Testimonials don’t look good in the COVID virtual classroom, showing that thousands of students fail at least one subject, skip assignments, or fail to enroll in their classes. The move to virtual learning and a brand new model of learning has left kids in Texas lacking the support they need to be academically successful and they are falling behind.
Earlier this month, the Austin American-Statesman reported that Austin students barely dropping by and that San Antonio schools are allowing students to create assignments and customize their school manuals.
Many students are disadvantaged because, despite the school district’s efforts to bridge the digital divide, they still lack computers or broadband access, said Clay Robison, public affairs specialist with the Texas State Teachers Association.
Robison says that while security measures against COVID-19 have brought changes to keep students, school workers and their families as safe as possible, and necessarily reinventing the way public education is delivered, grades are inevitable not always catching up Despite the best efforts of teachers, some students lag behind.
Failed grades meet the digital divide.
After a late school year with grades that depend on the internet and adapt to the new virtual learning process, the process of completing assignments can be confusing, if not impossible, for some students, even if a student understands class work.
Then there is the digital divide. During the fall, many students in Texas struggled to access virtual learning tools such as a laptop and WiFi hotspots. Also, keep in mind that some families in Texas can barely afford internet access during normal times. Central Texas school districts are still calling for government funding to bridge the gap even as we reach the end of the second grading period.
The Dallas Morning News reported problems students had with hot spots in South Dallas, the dramatic increase in the cost of Internet services, and a third of families in Dallas being without service.
Will Texas Children Take the STARR Test?
The State of Texas Academic Readiness Rating, known as the STAAR exam, measures a student’s academic growth in reading, writing, math, science, and social studies.

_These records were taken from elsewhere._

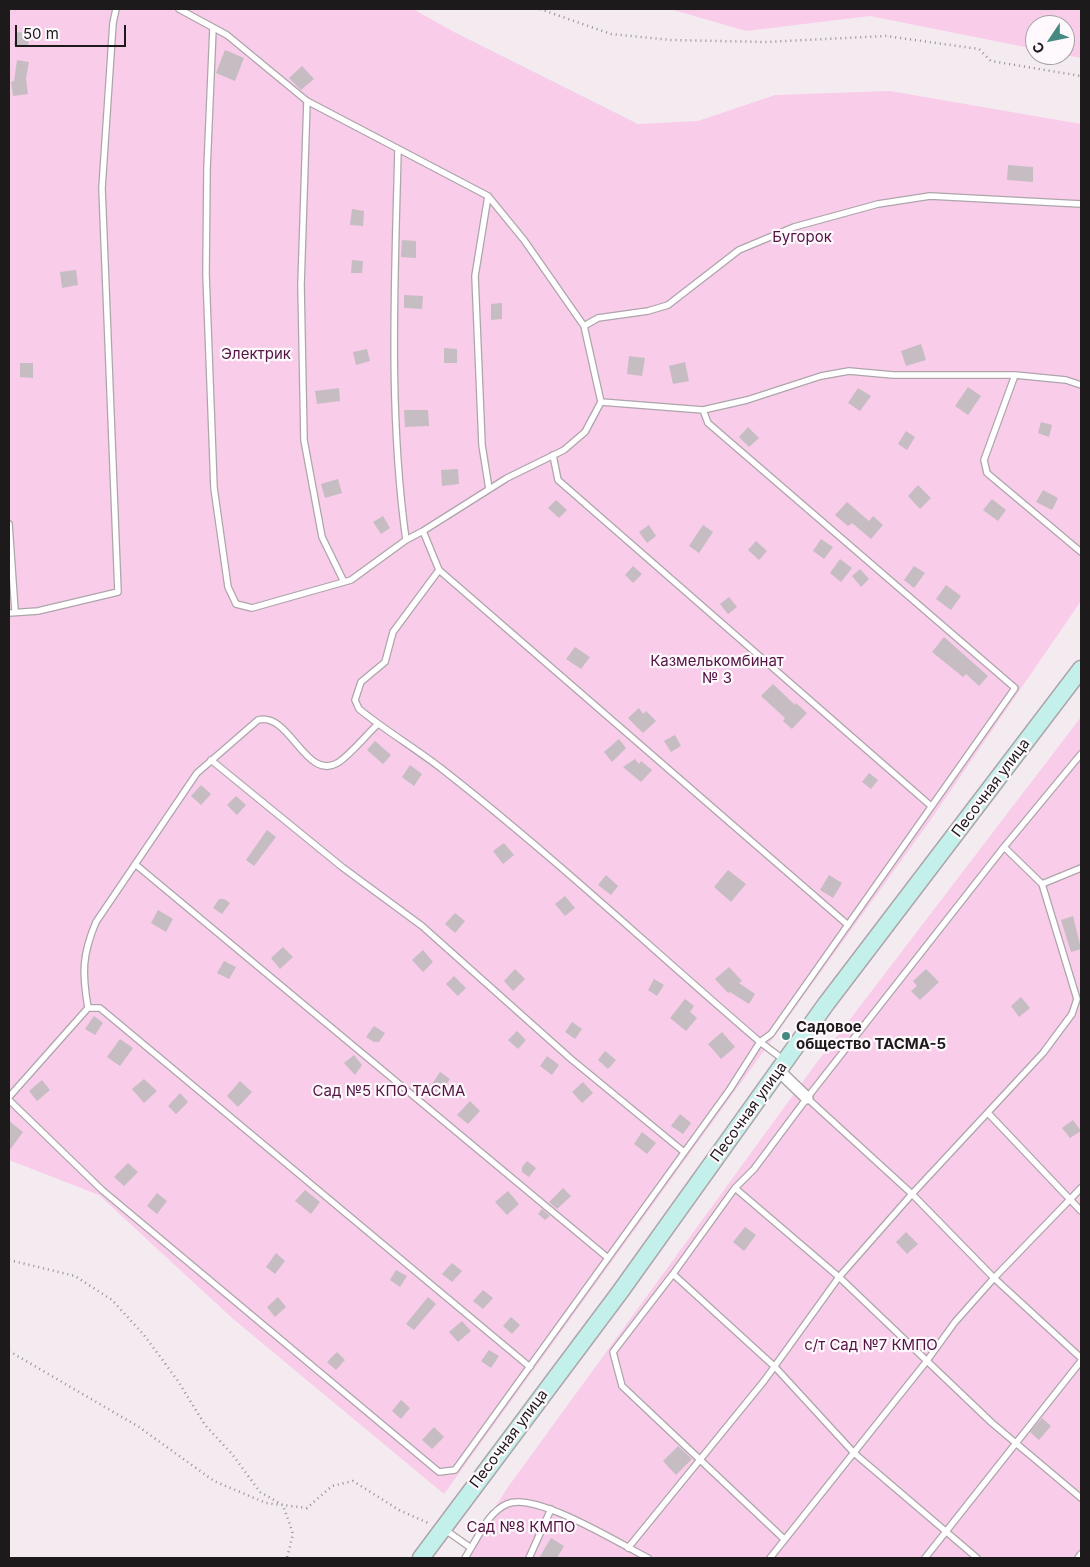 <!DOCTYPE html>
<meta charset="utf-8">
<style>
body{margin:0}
#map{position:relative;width:1090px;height:1567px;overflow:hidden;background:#f4ebf0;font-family:Inter,sans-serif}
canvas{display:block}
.frame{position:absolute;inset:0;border:10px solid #1d1a1c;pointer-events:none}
.north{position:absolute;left:1025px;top:15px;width:50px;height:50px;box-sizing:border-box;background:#fff9fd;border:1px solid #a5a0a3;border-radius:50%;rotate:236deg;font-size:14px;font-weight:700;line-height:20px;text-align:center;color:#1d1a1c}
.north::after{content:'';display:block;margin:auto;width:18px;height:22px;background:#448a81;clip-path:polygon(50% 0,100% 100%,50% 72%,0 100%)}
.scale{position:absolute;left:15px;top:25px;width:111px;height:22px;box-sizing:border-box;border:2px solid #1d1a1c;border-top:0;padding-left:6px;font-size:15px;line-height:18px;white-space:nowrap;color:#1d1a1c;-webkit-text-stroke:4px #fff9fd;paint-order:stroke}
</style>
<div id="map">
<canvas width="1090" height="1567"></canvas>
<div class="frame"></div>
<div class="north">С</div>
<div class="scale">50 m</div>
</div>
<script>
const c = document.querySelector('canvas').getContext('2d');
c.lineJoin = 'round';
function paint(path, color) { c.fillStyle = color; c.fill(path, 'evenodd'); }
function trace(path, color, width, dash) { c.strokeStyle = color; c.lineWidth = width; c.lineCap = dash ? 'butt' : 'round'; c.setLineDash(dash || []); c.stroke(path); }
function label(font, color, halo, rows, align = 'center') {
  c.font = font + ' Inter,sans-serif'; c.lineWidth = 4.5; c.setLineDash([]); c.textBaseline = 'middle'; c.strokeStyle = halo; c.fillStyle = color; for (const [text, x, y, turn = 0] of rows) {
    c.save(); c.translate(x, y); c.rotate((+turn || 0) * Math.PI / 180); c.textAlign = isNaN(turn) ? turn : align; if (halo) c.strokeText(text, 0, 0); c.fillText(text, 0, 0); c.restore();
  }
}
paint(new Path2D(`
 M9 9H413L454 32 638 124 698 121 775 95 890 91 1081 124V601L927 825 444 1494 232 1318 99 1195 9 1160Z
 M670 9H1081V58L1065 55V25H1035V49L870 16 746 31Z
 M1081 717V1558H463L508 1487 812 1069Z`), '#f9ccea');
paint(new Path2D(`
 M16 32 30 33 28 47 14 45Z
 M225 50 244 58 235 81 216 73Z
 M17 60 29 62 26 78 28 94 13 96 11 82 14 81Z
 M302 66 314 79 301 90 289 78Z
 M1008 165 1033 167V182L1007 180Z
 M352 209 364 211 363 226 350 225Z
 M402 240 416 241V258L401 257Z
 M352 260 363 261 362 273H351Z
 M76 270 78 285 62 288 60 272Z
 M404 295 423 296 422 309 404 308Z
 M502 303V319L491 320V304Z
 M921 344 926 360 906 366 901 351Z
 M444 348 457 349V363H444Z
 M367 349 370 361 356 365 353 352Z
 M629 356 645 358 642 376 627 374Z
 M685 362 689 381 673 384 669 366Z
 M20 363H33V378L20 377Z
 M968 387 981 396 968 415 955 406Z
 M339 388 340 401 317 404 315 391Z
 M858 388 871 396 860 411 848 403Z
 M404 410H428L429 426 405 427Z
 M1041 422 1052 425 1049 437 1038 433Z
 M748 427 759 438 749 447 739 437Z
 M906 431 915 437 907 450 898 444Z
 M458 469 459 484 442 486 441 470Z
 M338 479 342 493 325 498 321 484Z
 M918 485 931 498 920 509 908 496Z
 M1043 490 1058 498 1052 510 1036 502Z
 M992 499 1006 510 998 521 983 510Z
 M556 500 567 510 559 518 548 508Z
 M847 502 869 521 873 516 883 525 871 539 852 523 848 526 835 515Z
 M383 516 390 528 381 534 373 522Z
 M649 525 656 536 647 543 639 532Z
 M703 525 713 532 699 553 689 546Z
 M821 539 833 547 824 559 813 551Z
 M756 541 767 551 759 560 748 550Z
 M840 559 852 568 841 582 830 573Z
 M633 566 642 574 633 583 625 575Z
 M914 566 925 573 914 588 904 580Z
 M860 569 869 579 861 587 852 576Z
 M946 585 961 596 951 610 936 599Z
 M729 597 737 607 728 614 720 604Z
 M944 637 988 676 979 686 966 674 963 677 932 652Z
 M575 647 590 657 581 669 566 659Z
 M773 684 795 705 796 703 807 713 792 729 783 721 785 718 761 696Z
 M639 708 643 714 646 711 656 721 643 733 628 718Z
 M675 735 681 746 671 752 664 741Z
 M619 739 626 748 612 762 604 752Z
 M375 741 391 755 383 764 367 750Z
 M635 759 639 764 641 761 652 770 641 782 623 767Z
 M410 765 422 774 414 786 402 777Z
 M869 773 878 780 871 789 862 782Z
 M201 785 211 794 201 805 191 796Z
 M236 796 246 805 237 815 227 805Z
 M267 830 276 837 254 866 246 860Z
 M504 843 514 855 503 864 493 851Z
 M728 870 746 884 731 902 714 887Z
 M606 875 618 886 611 895 598 885Z
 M829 875 842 883 833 898 820 890Z
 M565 896 575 908 565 916 555 904Z
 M219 899H224L230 903 222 914 213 908Z
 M158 910 173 919 166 932 151 923Z
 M455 913 465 921 455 933 445 924Z
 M1073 916 1081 949 1071 952 1061 920Z
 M283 947 293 957 280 969 271 958Z
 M423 950 433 962 423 972 412 960Z
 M224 961 236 967 229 979 217 973Z
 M729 967 742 981 739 983 755 994 749 1004 730 992 728 993 715 979Z
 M515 969 525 979 513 991 504 981Z
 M926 969 939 982 920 1000 911 991 917 986 913 981Z
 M454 976 466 988 458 996 446 984Z
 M654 979 664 985 657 996 648 990Z
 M1021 997 1030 1008 1019 1017 1011 1006Z
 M685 999 694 1006 690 1012 697 1018 686 1031 670 1018Z
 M94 1016 103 1023 95 1035 85 1029Z
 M572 1022 582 1029 575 1039 565 1032Z
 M374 1026 385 1033 379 1042H374L366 1037Z
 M517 1031 526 1040 518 1049 508 1040Z
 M722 1032 735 1047 721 1059 708 1044Z
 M120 1039 133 1048 120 1066 107 1057Z
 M605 1051 616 1060 608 1069 598 1060Z
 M354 1055 362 1065 355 1075 344 1063Z
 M547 1056 559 1065 552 1075 540 1066Z
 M440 1072 450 1079 439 1094 430 1087Z
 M144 1079 157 1091 144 1103 132 1089Z
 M42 1080 50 1090 37 1101 29 1091Z
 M240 1081 252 1092 238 1107 227 1096Z
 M583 1082 593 1093 582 1103 572 1092Z
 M180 1093 188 1102 176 1114 168 1106Z
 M470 1101 480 1111 468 1124 457 1115Z
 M680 1114 691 1123 683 1134 671 1126Z
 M1073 1120 1081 1131 1070 1138 1062 1128Z
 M9 1121 23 1132 9 1151Z
 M642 1132 656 1143 647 1154 634 1144Z
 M527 1161 536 1168 529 1177 522 1172V1167Z
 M128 1163 138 1172 124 1186 114 1177Z
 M563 1188 571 1196 557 1209 549 1202Z
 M305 1190 320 1202 311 1214 295 1201Z
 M508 1191 519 1204 507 1215 495 1202Z
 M157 1193 167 1201 157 1214 147 1206Z
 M542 1209 550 1216 545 1220 538 1214Z
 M745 1227 756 1235 744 1251 733 1242Z
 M906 1232 918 1244 907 1254 896 1242Z
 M276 1253 285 1261 275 1274 266 1267Z
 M452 1263 462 1271 452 1282 442 1274Z
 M396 1270 407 1276 400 1287 390 1280Z
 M483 1290 493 1298 483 1309 473 1301Z
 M278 1297 286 1307 275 1317 267 1307Z
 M428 1297 436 1304 414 1330 406 1324Z
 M511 1317 520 1325 512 1334 503 1326Z
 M462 1321 471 1331 458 1342 449 1332Z
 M489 1350 499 1356 491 1368 481 1361Z
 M337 1352 345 1360 336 1370 327 1362Z
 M401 1400 410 1408 401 1419 392 1411Z
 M1042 1418 1051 1426 1039 1440 1030 1432Z
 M434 1427 444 1437 432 1449 422 1440Z
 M678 1446 692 1459 676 1475 663 1461Z
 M551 1538 564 1546 557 1558H539Z`), '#c5bdc2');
const service = new Path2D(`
 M179 9 227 35 307 101 488 196 524 240 584 326 598 318 648 311 668 305 739 250 794 227 878 204 930 196 1081 204
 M213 28 207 169 206 274 214 488 228 587 236 604 252 608 351 580 406 540 423 531 507 478 564 450 585 432 601 402 584 326
 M307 101 301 285 304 440 322 537 344 582
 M398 149C395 279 388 410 406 540
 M488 196 475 276 482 445 489 489
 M1015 375 984 460 987 473 1081 552
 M601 402 703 410 747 400 821 376 849 371 893 375H1015L1066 380 1081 385
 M553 455 558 480 931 806
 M9 524 15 611
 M423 531 439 570 393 632 385 662 361 682 355 700 359 709C386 731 415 748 442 769 552 855 654 951 760 1042L784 1060
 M439 570 848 925
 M9 613 38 611 118 592 102 188 113 23 116 9
 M1081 754 1004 847 807 1098 912 1194 994 1278 1081 1358
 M211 760 342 867 422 926 571 1059 684 1152
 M135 864 608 1258
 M1042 884 1081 868
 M88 1008H100L530 1367
 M9 1097 88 1008C82 973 82 955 96 922L197 773 258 720C290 711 306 784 339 762 353 752 365 736 378 724
 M9 1100 102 1190 439 1472 455 1470 730 1089 760 1042 771 1034 1015 688 708 423 703 410
 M988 1113 1081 1211
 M735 1188 839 1277 992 1423 1081 1498
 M673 1274 775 1367 854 1453 977 1558
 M444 1529 471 1548C481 1532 489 1512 507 1504 535 1491 620 1544 648 1558
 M784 1539 622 1386 613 1352 673 1274 735 1188 754 1169 807 1098
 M628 1548 764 1381 839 1277 912 1194 1043 1053 1072 1014 1077 999 1042 884 1004 847
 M465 1558 471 1548
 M529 1558 551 1509
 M770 1558 926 1362 955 1322 994 1278 1081 1188
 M925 1558 1081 1361
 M1078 1558 1081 1554`);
const minor = new Path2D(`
 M779 1071 807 1098`);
const secondary = new Path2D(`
 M421 1558 620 1292 826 1004 1081 669`);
trace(service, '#ada5aa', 8);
trace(minor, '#ada5aa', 14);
trace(secondary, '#ada5aa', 19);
trace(new Path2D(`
 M540 9 611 34 671 40 766 42 886 36 979 49 991 61 1081 76
 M9 1260 75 1276 112 1300 144 1335 178 1381 205 1425 232 1454 260 1492 283 1505 293 1534 287 1558
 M9 1351 139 1427 214 1481 266 1503 307 1508 332 1486 353 1481 399 1510 428 1523`), '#948e92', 2.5, [1, 4]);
trace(service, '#fff', 5.5);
trace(minor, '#fff', 11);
trace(secondary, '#c4f0eb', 16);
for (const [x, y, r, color] of [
 [786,1036,5,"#448a81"]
]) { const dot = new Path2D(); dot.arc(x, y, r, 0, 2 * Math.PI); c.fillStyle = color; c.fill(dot); trace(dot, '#fff9fd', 2); }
label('15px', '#531344', '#fff9fd', [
 ["Бугорок",802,237],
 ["Электрик",256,354],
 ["Казмелькомбинат",717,661],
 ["№ 3",717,678],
 ["Сад №5 КПО ТАСМА",389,1091],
 ["с/т Сад №7 КМПО",871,1345],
 ["Сад №8 КМПО",521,1527]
]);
label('15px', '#1d1a1c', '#fff9fd', [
 ["Песочная улица",991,788,-53],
 ["Песочная улица",749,1112,-54],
 ["Песочная улица",509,1439,-53]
]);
label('bold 15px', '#1d1a1c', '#fff9fd', [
 ["Садовое",796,1027],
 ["общество ТАСМА-5",796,1044]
], 'left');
</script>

While it is still being decided whether or not Texas children will take the STAAR test, this week 70 members of the Texas House of Representatives launched a bipartisan call on heads of state to suspend standardized tests, the Houston Chronicle reported.
While this year was clearly not normal for students, fourteen school principals in Texas are supporting standardized tests taking place this spring.
Teacher groups and experts are concerned about Texan children.
Although elementary and middle school students will still advance to the next grade regardless, there are significant concerns about academic performance and readiness from groups of teachers, educators, and experts.
Adding STAAR tests to the mix is absurd, says Robison. “TSTA supports the efforts of the large number of lawmakers, both Democrats and Republicans, calling on the state education commissioner to cancel STAAR this year,” he said.
Can children who have problems catch up?
“If necessary, we can make up for the grades later. Depending on the severity of the pandemic and the effective adaptation of teachers, some students may be able to catch up on their grades later this school year. For others, it may take longer, ”said Robison.
“As a professor and mother, I know how difficult the pandemic has been for teachers, students and parents,” said Amber Thompson, a professor at the University of Houston College of Education who oversees the teacher education program, on Friday.
“We all do our best to be flexible and adapt. It is good for teachers to reevaluate assignments and ask, “What is the most important thing for students to learn, and how can I best assess whether they have learned it?”
Thompson says it’s important to be more flexible with tasks to handle challenges like weak internet or sibling sharing devices.
According to Thompson, well-designed assignments and assessments should result in grades that more appropriately reflect a student’s performance. “Right now, a student’s emotional well-being and academic progress over the year is more important than a grade on a single test. Parents can help by encouraging their children and giving them a sense of structure. “
Robison explained that some teachers may rate more about whether students are doing assignments and how engaged they are in their work, rather than necessarily how well they are doing their job. “They believe that students should be held accountable for their participation and commitment and that their learning deficits should be identified but not necessarily given a failed grade in these unusually stressful circumstances,” he said.
What can this year teach us about the values of education?
According to Thompson, the pandemic has highlighted educational inequalities that disproportionately affect families and low-income color students. “I hope that we can come together as a society to recognize the value of well-prepared teachers and to provide the resources and support that all students deserve,” she added.